# What you are asked to do
Hunt for the word "grid" across the entries below, copying each line that holds it.

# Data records
################

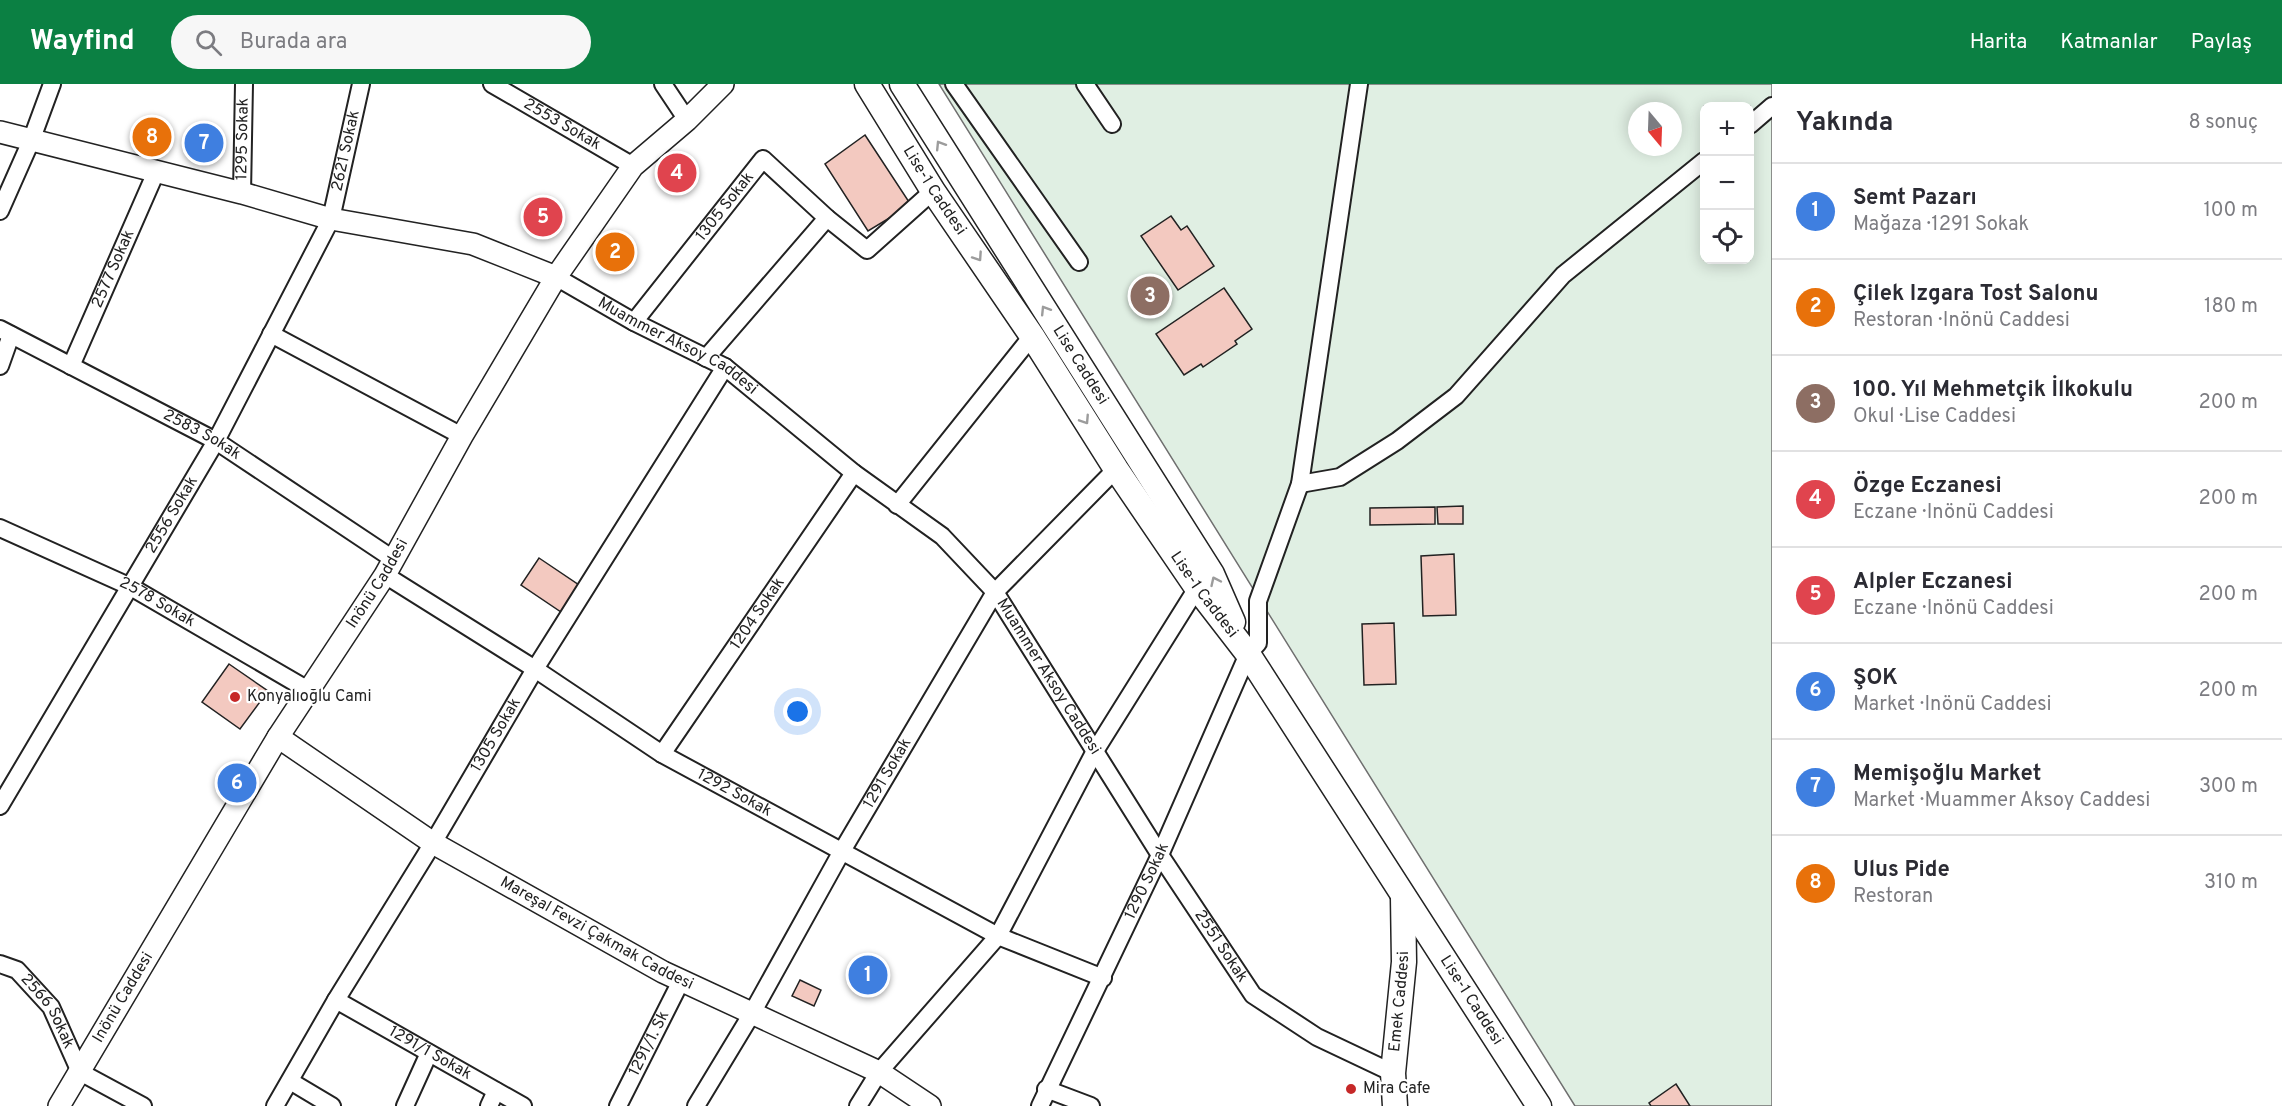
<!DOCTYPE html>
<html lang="tr">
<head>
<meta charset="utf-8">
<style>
  :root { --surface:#fff; --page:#f7f7f7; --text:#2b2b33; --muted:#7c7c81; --line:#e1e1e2; --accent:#0b8043 }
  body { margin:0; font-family:Overpass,sans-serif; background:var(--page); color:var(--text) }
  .controls { position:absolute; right:18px; top:18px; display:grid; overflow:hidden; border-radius:12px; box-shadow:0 3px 15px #0003 }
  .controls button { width:54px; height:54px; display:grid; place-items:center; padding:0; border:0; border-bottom:2px solid var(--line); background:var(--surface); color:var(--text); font:30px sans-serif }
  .compass { position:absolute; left:1628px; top:18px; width:54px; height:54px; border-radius:50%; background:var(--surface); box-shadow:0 3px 15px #0003; rotate:161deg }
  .you { position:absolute; left:798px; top:628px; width:21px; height:21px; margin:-15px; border:4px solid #fff; border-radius:50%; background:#1a73e8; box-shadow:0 0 0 9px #1a73e833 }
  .badge { display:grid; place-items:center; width:39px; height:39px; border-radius:50%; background:var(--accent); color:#fff; font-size:20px; font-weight:700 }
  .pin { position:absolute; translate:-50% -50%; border:3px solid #fff; box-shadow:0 2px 6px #0006 }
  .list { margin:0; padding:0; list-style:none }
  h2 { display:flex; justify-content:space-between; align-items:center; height:78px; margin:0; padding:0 24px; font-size:26px }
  h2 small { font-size:20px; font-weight:400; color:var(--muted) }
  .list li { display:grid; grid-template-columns:39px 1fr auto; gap:18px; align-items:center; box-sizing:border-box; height:96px; padding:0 24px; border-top:2px solid var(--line) }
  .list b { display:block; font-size:22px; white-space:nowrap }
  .list p { margin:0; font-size:20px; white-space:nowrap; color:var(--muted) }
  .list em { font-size:20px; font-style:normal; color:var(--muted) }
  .icon { flex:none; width:33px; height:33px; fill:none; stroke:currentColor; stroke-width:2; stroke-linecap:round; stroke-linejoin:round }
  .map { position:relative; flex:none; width:1772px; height:1022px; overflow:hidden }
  header { display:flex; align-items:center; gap:36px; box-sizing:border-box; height:84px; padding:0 30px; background:var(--accent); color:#fff }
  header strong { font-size:28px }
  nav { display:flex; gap:33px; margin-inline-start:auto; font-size:21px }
  .search { width:420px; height:54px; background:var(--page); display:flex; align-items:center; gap:15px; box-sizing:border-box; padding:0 21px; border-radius:33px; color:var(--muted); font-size:22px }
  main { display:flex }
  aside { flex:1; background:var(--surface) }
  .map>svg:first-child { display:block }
</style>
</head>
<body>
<header>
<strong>Wayfind</strong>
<div class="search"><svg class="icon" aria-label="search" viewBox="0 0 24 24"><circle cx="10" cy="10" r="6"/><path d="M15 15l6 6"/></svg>Burada ara</div>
<nav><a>Harita</a><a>Katmanlar</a><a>Paylaş</a></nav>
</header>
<main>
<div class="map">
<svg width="1772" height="1022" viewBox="0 0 1772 1022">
  <rect width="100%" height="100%" fill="#fff"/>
  <path fill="#e0efe3" stroke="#6f6f6f" stroke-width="1.5" fill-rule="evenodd" d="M939 0H1772V1022H1575ZM1704 22H1750V176H1704ZM1637 27H1673V63H1637Z"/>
  <g fill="#f3c9c0" stroke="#222" stroke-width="1.5">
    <polygon points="865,51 911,121 868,147 825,80"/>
    <polygon points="1171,132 1181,146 1187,142 1214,182 1178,206 1141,152"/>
    <polygon points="1224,204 1252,245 1235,257 1237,260 1203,283 1201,280 1184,291 1156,250"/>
    <polygon points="1463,422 1463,440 1438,440 1437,423"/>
    <polygon points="1435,423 1435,440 1370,441 1370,424"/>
    <polygon points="1454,470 1456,531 1423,532 1421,472"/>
    <polygon points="539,474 579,501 561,528 521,501"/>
    <polygon points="1394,539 1396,600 1364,601 1362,540"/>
    <polygon points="229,580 268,607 240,645 202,618"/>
    <polygon points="800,896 821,906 814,922 792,912"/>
    <polygon points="1676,1000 1690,1022 1651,1022 1649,1019"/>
  </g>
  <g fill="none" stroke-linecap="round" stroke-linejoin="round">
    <defs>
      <g id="minor">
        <path id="s1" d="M492 0 633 82"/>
        <polyline points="663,0 687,36"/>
        <polyline points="954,0 1079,178"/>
        <polyline points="1085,0 1112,40"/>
        <polyline points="1750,41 1772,22"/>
        <path id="s2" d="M242 109 244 0"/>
        <polyline points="0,127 31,57 52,0"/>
        <path id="s3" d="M556 193 634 238 725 283 854 389 942 452 995 508 1160 771 1253 911 1317 953 1393 989"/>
        <path id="s4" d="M634 238 763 75 827 134 867 166 933 107"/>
        <path id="s5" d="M0 245 216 357 393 475"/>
        <polyline points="271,250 462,352"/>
        <polyline points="706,274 827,134"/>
        <polyline points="0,282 11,251"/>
        <path id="s6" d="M71 282 156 88"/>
        <polyline points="1300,400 1340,393 1397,357 1456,312 1563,191 1704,77"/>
        <polyline points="897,421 1032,252"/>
        <path id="s7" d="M0 444 131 503 308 606"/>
        <path id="s8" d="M385 491 535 585 662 670 998 852 1103 894"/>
        <path id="s9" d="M662 670 854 389"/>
        <path id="s10" d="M0 722 216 357 331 135 361 0"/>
        <path id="s11" d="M0 880 17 886 51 923 80 988 143 1022"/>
        <path id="s12" d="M336 916 523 1022"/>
        <polyline points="290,997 332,1022"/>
        <polyline points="1046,1005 1091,1022"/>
        <path id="s13" d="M275 1022 336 916 433 759 535 585 725 283"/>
        <polyline points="405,1022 429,969"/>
        <polyline points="489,1022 496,1007"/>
        <path id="s14" d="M618 1022 681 897"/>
        <path id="s15" d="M696 1022 751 931 842 767 995 508 1116 385"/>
        <polyline points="858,1022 879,988 998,852 1095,667 1197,504"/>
        <path id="s16" d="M1040 1022 1160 771 1248 570 1258 559V517L1300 400 1359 0"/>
      </g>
      <g id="tertiary">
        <polyline points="0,48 242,109 331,135 473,160 556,193"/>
        <path id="s17" d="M278 653 433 759 663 888 879 988 930 1022"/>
        <path id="s18" d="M59 1022 278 653 385 491 462 352 556 193 633 82 687 36 723 0"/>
      </g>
      <g id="secondary">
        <path id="s19" d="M867 0 933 107 1032 252 1116 385 1197 504 1248 570 1539 1022"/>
        <path id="s20" d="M902 0 1212 490 1233 538"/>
        <path id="s21" d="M1395 1022 1393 989 1404 878 1403 813"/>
      </g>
    </defs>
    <use href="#minor" stroke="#222" stroke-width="20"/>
    <use href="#tertiary" stroke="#222" stroke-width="24"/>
    <use href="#secondary" stroke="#222" stroke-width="27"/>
    <use href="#minor" stroke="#fff" stroke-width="16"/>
    <use href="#tertiary" stroke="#fff" stroke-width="21"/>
    <use href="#secondary" stroke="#fff" stroke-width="24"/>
  </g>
  <defs><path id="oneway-chevron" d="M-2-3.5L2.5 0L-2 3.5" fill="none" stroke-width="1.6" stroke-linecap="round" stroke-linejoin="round" transform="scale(1.5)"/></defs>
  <g stroke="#9c9c9c">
    <use href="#oneway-chevron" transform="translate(940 61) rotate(-122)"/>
    <use href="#oneway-chevron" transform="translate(978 173) rotate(56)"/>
    <use href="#oneway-chevron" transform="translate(1045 226) rotate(-122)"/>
    <use href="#oneway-chevron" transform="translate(1085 336) rotate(57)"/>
    <use href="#oneway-chevron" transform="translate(1215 497) rotate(-115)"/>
  </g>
  <g fill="#c62828" stroke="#fff" stroke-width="2">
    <circle cx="235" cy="613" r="6"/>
    <circle cx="1351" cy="1005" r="6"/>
  </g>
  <g text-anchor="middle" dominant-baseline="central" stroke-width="4.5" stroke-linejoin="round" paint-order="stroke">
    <g font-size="16" fill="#222" stroke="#fff">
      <text stroke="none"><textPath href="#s1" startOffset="81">2553 Sokak</textPath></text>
      <text stroke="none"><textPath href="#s2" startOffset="54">1295 Sokak</textPath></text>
      <text stroke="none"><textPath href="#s10" startOffset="744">2621 Sokak</textPath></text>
      <text stroke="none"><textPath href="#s19" startOffset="126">Lise-1 Caddesi</textPath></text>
      <text stroke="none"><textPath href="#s4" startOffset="147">1305 Sokak</textPath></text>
      <text stroke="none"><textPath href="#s6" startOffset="106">2577 Sokak</textPath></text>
      <text stroke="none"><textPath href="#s3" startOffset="140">Muammer Aksoy Caddesi</textPath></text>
      <text stroke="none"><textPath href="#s20" startOffset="333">Lise Caddesi</textPath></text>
      <text stroke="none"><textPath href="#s5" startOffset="228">2583 Sokak</textPath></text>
      <text stroke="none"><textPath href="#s10" startOffset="338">2556 Sokak</textPath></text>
      <text stroke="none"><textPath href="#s18" startOffset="612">Inönü Caddesi</textPath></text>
      <text stroke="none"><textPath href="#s19" startOffset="612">Lise-1 Caddesi</textPath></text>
      <text stroke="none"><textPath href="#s7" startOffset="174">2578 Sokak</textPath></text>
      <text stroke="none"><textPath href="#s9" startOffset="170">1204 Sokak</textPath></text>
      <text stroke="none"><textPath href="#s3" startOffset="644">Muammer Aksoy Caddesi</textPath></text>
      <text stroke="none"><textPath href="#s13" startOffset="432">1305 Sokak</textPath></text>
      <text stroke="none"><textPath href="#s15" startOffset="384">1291 Sokak</textPath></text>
      <text stroke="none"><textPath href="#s8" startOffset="412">1292 Sokak</textPath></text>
      <text stroke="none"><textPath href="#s16" startOffset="249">1290 Sokak</textPath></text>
      <text stroke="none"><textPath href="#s17" startOffset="375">Mareşal Fevzi Çakmak Caddesi</textPath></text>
      <text stroke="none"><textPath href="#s3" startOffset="964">2551 Sokak</textPath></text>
      <text stroke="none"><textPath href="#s18" startOffset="126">Inönü Caddesi</textPath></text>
      <text stroke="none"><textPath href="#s21" startOffset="105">Emek Caddesi</textPath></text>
      <text stroke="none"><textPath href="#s19" startOffset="1098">Lise-1 Caddesi</textPath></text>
      <text stroke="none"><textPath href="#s11" startOffset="70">2566 Sokak</textPath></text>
      <text stroke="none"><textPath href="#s14" startOffset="70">1291/1. Sk</textPath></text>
      <text stroke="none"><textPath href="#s12" startOffset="108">1291/1 Sokak</textPath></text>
    </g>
    <g font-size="16" fill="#222" stroke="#fff" text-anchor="start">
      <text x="247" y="613">Konyalıoğlu Cami</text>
      <text x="1363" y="1005">Mira Cafe</text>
    </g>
  </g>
</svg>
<div class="controls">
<button>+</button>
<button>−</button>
<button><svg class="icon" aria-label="locate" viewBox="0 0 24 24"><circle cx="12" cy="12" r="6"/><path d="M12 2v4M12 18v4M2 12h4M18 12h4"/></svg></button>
</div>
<svg class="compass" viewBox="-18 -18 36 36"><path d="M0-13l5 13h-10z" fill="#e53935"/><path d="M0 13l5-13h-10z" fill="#7c7c81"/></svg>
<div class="you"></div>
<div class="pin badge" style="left:868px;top:891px;background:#3f7fe0">1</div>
<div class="pin badge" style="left:615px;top:168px;background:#e8710a">2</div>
<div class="pin badge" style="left:1150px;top:212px;background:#8d6e63">3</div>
<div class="pin badge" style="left:677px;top:89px;background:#e0444e">4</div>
<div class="pin badge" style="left:543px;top:133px;background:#e0444e">5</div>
<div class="pin badge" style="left:237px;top:699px;background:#3f7fe0">6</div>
<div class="pin badge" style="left:204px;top:59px;background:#3f7fe0">7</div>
<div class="pin badge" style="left:152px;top:53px;background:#e8710a">8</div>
</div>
<aside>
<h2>Yakında<small>8 sonuç</small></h2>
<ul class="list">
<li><span class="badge" style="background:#3f7fe0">1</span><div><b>Semt Pazarı</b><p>Mağaza · 1291 Sokak</p></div><em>100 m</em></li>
<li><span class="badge" style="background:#e8710a">2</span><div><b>Çilek Izgara Tost Salonu</b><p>Restoran · Inönü Caddesi</p></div><em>180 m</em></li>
<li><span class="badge" style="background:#8d6e63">3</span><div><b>100. Yıl Mehmetçik İlkokulu</b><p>Okul · Lise Caddesi</p></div><em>200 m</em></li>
<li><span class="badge" style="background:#e0444e">4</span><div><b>Özge Eczanesi</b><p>Eczane · Inönü Caddesi</p></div><em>200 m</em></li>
<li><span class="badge" style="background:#e0444e">5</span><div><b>Alpler Eczanesi</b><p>Eczane · Inönü Caddesi</p></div><em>200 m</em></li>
<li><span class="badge" style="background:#3f7fe0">6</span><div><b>ŞOK</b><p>Market · Inönü Caddesi</p></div><em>200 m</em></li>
<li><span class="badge" style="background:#3f7fe0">7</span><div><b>Memişoğlu Market</b><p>Market · Muammer Aksoy Caddesi</p></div><em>300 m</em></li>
<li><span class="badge" style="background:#e8710a">8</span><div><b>Ulus Pide</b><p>Restoran</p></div><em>310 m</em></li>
</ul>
</aside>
</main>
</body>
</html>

################

# Exercise result
  .controls { position:absolute; right:18px; top:18px; display:grid; overflow:hidden; border-radius:12px; box-shadow:0 3px 15px #0003 }
  .controls button { width:54px; height:54px; display:grid; place-items:center; padding:0; border:0; border-bottom:2px solid var(--line); background:var(--surface); color:var(--text); font:30px sans-serif }
  .badge { display:grid; place-items:center; width:39px; height:39px; border-radius:50%; background:var(--accent); color:#fff; font-size:20px; font-weight:700 }
  .list li { display:grid; grid-template-columns:39px 1fr auto; gap:18px; align-items:center; box-sizing:border-box; height:96px; padding:0 24px; border-top:2px solid var(--line) }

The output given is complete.